Preface to the Treatise on VacuumBlaise Pascal
About Preface to the Treatise on Vacuum
Pascal wrote this preface around 1651, in the context of his barometric experiments that confirmed the existence of the vacuum against Aristotelian orthodoxy. The short text makes an argument that reaches well beyond physics: in the sciences of nature, authority counts for nothing, and only experiment and reason can settle questions.

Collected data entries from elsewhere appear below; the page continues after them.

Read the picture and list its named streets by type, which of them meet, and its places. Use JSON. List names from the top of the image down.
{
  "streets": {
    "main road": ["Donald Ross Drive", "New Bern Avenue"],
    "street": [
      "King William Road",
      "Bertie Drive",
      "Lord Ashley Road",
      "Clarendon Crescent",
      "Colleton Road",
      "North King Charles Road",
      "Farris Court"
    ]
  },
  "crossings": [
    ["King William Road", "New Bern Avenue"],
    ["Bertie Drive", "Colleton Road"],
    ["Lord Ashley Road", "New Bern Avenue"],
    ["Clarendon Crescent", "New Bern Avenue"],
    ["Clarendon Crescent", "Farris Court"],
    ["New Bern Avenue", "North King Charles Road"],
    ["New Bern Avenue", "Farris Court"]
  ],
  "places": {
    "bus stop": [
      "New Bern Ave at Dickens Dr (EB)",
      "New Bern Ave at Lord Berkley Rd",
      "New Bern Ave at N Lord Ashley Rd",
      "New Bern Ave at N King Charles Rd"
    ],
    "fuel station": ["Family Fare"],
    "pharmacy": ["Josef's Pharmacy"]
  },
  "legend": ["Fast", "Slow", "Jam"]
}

Pascal distinguishes two domains of knowledge. In theology and morals, authority is supreme, because the truths of revelation exceed what reason can discover on its own. In the natural sciences, the situation is reversed. Here, reliance on ancient authority is not humility but intellectual servitude. Aristotle and the ancients deserve respect for what they discovered, but their conclusions are starting points, not endpoints. Each generation stands on the shoulders of those before it and sees further.
The preface articulates one of the earliest explicit statements of the idea of scientific progress. Humanity as a whole, Pascal argues, can be regarded as a single person who never ceases to learn. What the ancients knew was the childhood of knowledge. To treat their opinions as final is to mistake the beginning for the conclusion. The text is brief, forceful, and surprisingly modern in its insistence that the sciences advance by overthrowing their predecessors rather than by deferring to them.